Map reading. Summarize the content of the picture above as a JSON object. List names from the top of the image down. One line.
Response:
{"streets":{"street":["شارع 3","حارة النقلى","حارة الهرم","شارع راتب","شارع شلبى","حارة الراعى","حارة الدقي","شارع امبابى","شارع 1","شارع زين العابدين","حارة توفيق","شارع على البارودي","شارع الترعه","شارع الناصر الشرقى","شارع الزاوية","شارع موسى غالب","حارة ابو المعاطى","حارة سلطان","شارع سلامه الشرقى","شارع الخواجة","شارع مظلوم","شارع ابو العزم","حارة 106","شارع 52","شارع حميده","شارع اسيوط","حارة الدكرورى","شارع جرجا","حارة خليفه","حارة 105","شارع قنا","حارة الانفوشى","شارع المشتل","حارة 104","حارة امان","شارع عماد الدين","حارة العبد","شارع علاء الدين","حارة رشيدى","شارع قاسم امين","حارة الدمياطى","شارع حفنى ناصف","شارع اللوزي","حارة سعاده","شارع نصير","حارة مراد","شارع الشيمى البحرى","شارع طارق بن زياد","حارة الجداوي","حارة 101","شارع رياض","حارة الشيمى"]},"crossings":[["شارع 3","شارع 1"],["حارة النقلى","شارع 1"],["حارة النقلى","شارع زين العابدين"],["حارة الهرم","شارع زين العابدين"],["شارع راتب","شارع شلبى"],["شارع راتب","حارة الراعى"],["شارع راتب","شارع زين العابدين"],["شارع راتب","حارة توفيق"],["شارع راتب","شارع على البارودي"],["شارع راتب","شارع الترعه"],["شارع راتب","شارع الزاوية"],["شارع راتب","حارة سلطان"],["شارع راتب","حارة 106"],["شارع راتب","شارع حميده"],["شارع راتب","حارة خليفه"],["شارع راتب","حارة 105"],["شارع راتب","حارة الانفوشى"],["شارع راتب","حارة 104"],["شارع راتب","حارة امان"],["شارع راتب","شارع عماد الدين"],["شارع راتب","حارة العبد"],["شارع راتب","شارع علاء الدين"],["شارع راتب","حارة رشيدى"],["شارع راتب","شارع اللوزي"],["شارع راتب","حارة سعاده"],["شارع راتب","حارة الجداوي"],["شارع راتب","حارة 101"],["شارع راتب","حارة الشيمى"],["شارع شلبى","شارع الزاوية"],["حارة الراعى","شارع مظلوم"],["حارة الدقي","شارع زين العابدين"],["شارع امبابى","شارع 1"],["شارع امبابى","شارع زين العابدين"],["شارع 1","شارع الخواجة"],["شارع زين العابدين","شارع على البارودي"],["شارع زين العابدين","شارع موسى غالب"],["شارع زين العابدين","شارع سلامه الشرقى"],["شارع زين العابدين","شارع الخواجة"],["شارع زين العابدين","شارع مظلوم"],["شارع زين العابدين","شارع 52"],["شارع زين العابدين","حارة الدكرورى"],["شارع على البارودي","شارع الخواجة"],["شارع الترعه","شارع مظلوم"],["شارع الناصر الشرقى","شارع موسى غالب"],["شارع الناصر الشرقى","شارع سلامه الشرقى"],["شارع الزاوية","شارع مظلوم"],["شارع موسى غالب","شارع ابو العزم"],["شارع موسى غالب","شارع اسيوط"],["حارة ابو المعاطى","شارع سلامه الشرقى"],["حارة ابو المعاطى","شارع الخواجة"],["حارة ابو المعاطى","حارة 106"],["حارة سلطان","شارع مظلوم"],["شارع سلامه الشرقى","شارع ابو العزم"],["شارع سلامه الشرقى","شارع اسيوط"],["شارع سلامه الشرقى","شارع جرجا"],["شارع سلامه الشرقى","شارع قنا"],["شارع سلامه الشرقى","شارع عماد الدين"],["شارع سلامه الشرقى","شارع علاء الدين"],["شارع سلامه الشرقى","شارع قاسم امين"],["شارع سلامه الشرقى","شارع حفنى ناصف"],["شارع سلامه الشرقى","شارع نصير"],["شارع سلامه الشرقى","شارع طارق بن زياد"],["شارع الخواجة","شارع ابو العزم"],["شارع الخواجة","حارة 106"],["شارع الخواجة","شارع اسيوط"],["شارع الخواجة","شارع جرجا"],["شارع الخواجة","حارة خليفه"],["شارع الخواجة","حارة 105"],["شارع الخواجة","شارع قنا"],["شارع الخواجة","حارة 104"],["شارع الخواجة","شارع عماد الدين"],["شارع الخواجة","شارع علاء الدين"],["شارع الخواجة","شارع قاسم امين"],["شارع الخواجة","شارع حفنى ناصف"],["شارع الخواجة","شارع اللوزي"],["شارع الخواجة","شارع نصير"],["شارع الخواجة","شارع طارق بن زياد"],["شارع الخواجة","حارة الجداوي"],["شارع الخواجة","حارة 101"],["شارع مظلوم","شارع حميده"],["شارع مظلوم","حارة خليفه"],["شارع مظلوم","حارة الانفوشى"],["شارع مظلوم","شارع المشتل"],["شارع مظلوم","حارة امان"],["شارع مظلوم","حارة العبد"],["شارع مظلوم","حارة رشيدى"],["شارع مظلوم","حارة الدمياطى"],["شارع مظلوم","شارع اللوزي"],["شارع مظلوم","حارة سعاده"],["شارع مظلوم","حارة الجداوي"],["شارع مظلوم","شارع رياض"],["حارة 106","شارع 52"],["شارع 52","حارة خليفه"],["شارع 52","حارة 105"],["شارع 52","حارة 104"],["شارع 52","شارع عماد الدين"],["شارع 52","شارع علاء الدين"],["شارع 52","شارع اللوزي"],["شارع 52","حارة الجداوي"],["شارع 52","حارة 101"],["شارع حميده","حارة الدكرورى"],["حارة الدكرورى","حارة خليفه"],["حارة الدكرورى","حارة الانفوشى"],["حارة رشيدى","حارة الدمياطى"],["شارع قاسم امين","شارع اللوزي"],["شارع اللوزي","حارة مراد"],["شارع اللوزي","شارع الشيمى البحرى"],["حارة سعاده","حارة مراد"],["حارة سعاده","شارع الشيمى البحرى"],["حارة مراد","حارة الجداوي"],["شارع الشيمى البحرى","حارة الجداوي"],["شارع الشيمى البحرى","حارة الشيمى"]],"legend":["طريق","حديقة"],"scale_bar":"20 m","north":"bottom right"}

- _How to complete this task_
Without leaving anything out, quote all the data.

- _Output for this exercise_
Map reading. Summarize the content of the picture above as a JSON object. List names from the top of the image down. One line.
Response:
{"streets":{"street":["شارع 3","حارة النقلى","حارة الهرم","شارع راتب","شارع شلبى","حارة الراعى","حارة الدقي","شارع امبابى","شارع 1","شارع زين العابدين","حارة توفيق","شارع على البارودي","شارع الترعه","شارع الناصر الشرقى","شارع الزاوية","شارع موسى غالب","حارة ابو المعاطى","حارة سلطان","شارع سلامه الشرقى","شارع الخواجة","شارع مظلوم","شارع ابو العزم","حارة 106","شارع 52","شارع حميده","شارع اسيوط","حارة الدكرورى","شارع جرجا","حارة خليفه","حارة 105","شارع قنا","حارة الانفوشى","شارع المشتل","حارة 104","حارة امان","شارع عماد الدين","حارة العبد","شارع علاء الدين","حارة رشيدى","شارع قاسم امين","حارة الدمياطى","شارع حفنى ناصف","شارع اللوزي","حارة سعاده","شارع نصير","حارة مراد","شارع الشيمى البحرى","شارع طارق بن زياد","حارة الجداوي","حارة 101","شارع رياض","حارة الشيمى"]},"crossings":[["شارع 3","شارع 1"],["حارة النقلى","شارع 1"],["حارة النقلى","شارع زين العابدين"],["حارة الهرم","شارع زين العابدين"],["شارع راتب","شارع شلبى"],["شارع راتب","حارة الراعى"],["شارع راتب","شارع زين العابدين"],["شارع راتب","حارة توفيق"],["شارع راتب","شارع على البارودي"],["شارع راتب","شارع الترعه"],["شارع راتب","شارع الزاوية"],["شارع راتب","حارة سلطان"],["شارع راتب","حارة 106"],["شارع راتب","شارع حميده"],["شارع راتب","حارة خليفه"],["شارع راتب","حارة 105"],["شارع راتب","حارة الانفوشى"],["شارع راتب","حارة 104"],["شارع راتب","حارة امان"],["شارع راتب","شارع عماد الدين"],["شارع راتب","حارة العبد"],["شارع راتب","شارع علاء الدين"],["شارع راتب","حارة رشيدى"],["شارع راتب","شارع اللوزي"],["شارع راتب","حارة سعاده"],["شارع راتب","حارة الجداوي"],["شارع راتب","حارة 101"],["شارع راتب","حارة الشيمى"],["شارع شلبى","شارع الزاوية"],["حارة الراعى","شارع مظلوم"],["حارة الدقي","شارع زين العابدين"],["شارع امبابى","شارع 1"],["شارع امبابى","شارع زين العابدين"],["شارع 1","شارع الخواجة"],["شارع زين العابدين","شارع على البارودي"],["شارع زين العابدين","شارع موسى غالب"],["شارع زين العابدين","شارع سلامه الشرقى"],["شارع زين العابدين","شارع الخواجة"],["شارع زين العابدين","شارع مظلوم"],["شارع زين العابدين","شارع 52"],["شارع زين العابدين","حارة الدكرورى"],["شارع على البارودي","شارع الخواجة"],["شارع الترعه","شارع مظلوم"],["شارع الناصر الشرقى","شارع موسى غالب"],["شارع الناصر الشرقى","شارع سلامه الشرقى"],["شارع الزاوية","شارع مظلوم"],["شارع موسى غالب","شارع ابو العزم"],["شارع موسى غالب","شارع اسيوط"],["حارة ابو المعاطى","شارع سلامه الشرقى"],["حارة ابو المعاطى","شارع الخواجة"],["حارة ابو المعاطى","حارة 106"],["حارة سلطان","شارع مظلوم"],["شارع سلامه الشرقى","شارع ابو العزم"],["شارع سلامه الشرقى","شارع اسيوط"],["شارع سلامه الشرقى","شارع جرجا"],["شارع سلامه الشرقى","شارع قنا"],["شارع سلامه الشرقى","شارع عماد الدين"],["شارع سلامه الشرقى","شارع علاء الدين"],["شارع سلامه الشرقى","شارع قاسم امين"],["شارع سلامه الشرقى","شارع حفنى ناصف"],["شارع سلامه الشرقى","شارع نصير"],["شارع سلامه الشرقى","شارع طارق بن زياد"],["شارع الخواجة","شارع ابو العزم"],["شارع الخواجة","حارة 106"],["شارع الخواجة","شارع اسيوط"],["شارع الخواجة","شارع جرجا"],["شارع الخواجة","حارة خليفه"],["شارع الخواجة","حارة 105"],["شارع الخواجة","شارع قنا"],["شارع الخواجة","حارة 104"],["شارع الخواجة","شارع عماد الدين"],["شارع الخواجة","شارع علاء الدين"],["شارع الخواجة","شارع قاسم امين"],["شارع الخواجة","شارع حفنى ناصف"],["شارع الخواجة","شارع اللوزي"],["شارع الخواجة","شارع نصير"],["شارع الخواجة","شارع طارق بن زياد"],["شارع الخواجة","حارة الجداوي"],["شارع الخواجة","حارة 101"],["شارع مظلوم","شارع حميده"],["شارع مظلوم","حارة خليفه"],["شارع مظلوم","حارة الانفوشى"],["شارع مظلوم","شارع المشتل"],["شارع مظلوم","حارة امان"],["شارع مظلوم","حارة العبد"],["شارع مظلوم","حارة رشيدى"],["شارع مظلوم","حارة الدمياطى"],["شارع مظلوم","شارع اللوزي"],["شارع مظلوم","حارة سعاده"],["شارع مظلوم","حارة الجداوي"],["شارع مظلوم","شارع رياض"],["حارة 106","شارع 52"],["شارع 52","حارة خليفه"],["شارع 52","حارة 105"],["شارع 52","حارة 104"],["شارع 52","شارع عماد الدين"],["شارع 52","شارع علاء الدين"],["شارع 52","شارع اللوزي"],["شارع 52","حارة الجداوي"],["شارع 52","حارة 101"],["شارع حميده","حارة الدكرورى"],["حارة الدكرورى","حارة خليفه"],["حارة الدكرورى","حارة الانفوشى"],["حارة رشيدى","حارة الدمياطى"],["شارع قاسم امين","شارع اللوزي"],["شارع اللوزي","حارة مراد"],["شارع اللوزي","شارع الشيمى البحرى"],["حارة سعاده","حارة مراد"],["حارة سعاده","شارع الشيمى البحرى"],["حارة مراد","حارة الجداوي"],["شارع الشيمى البحرى","حارة الجداوي"],["شارع الشيمى البحرى","حارة الشيمى"]],"legend":["طريق","حديقة"],"scale_bar":"20 m","north":"bottom right"}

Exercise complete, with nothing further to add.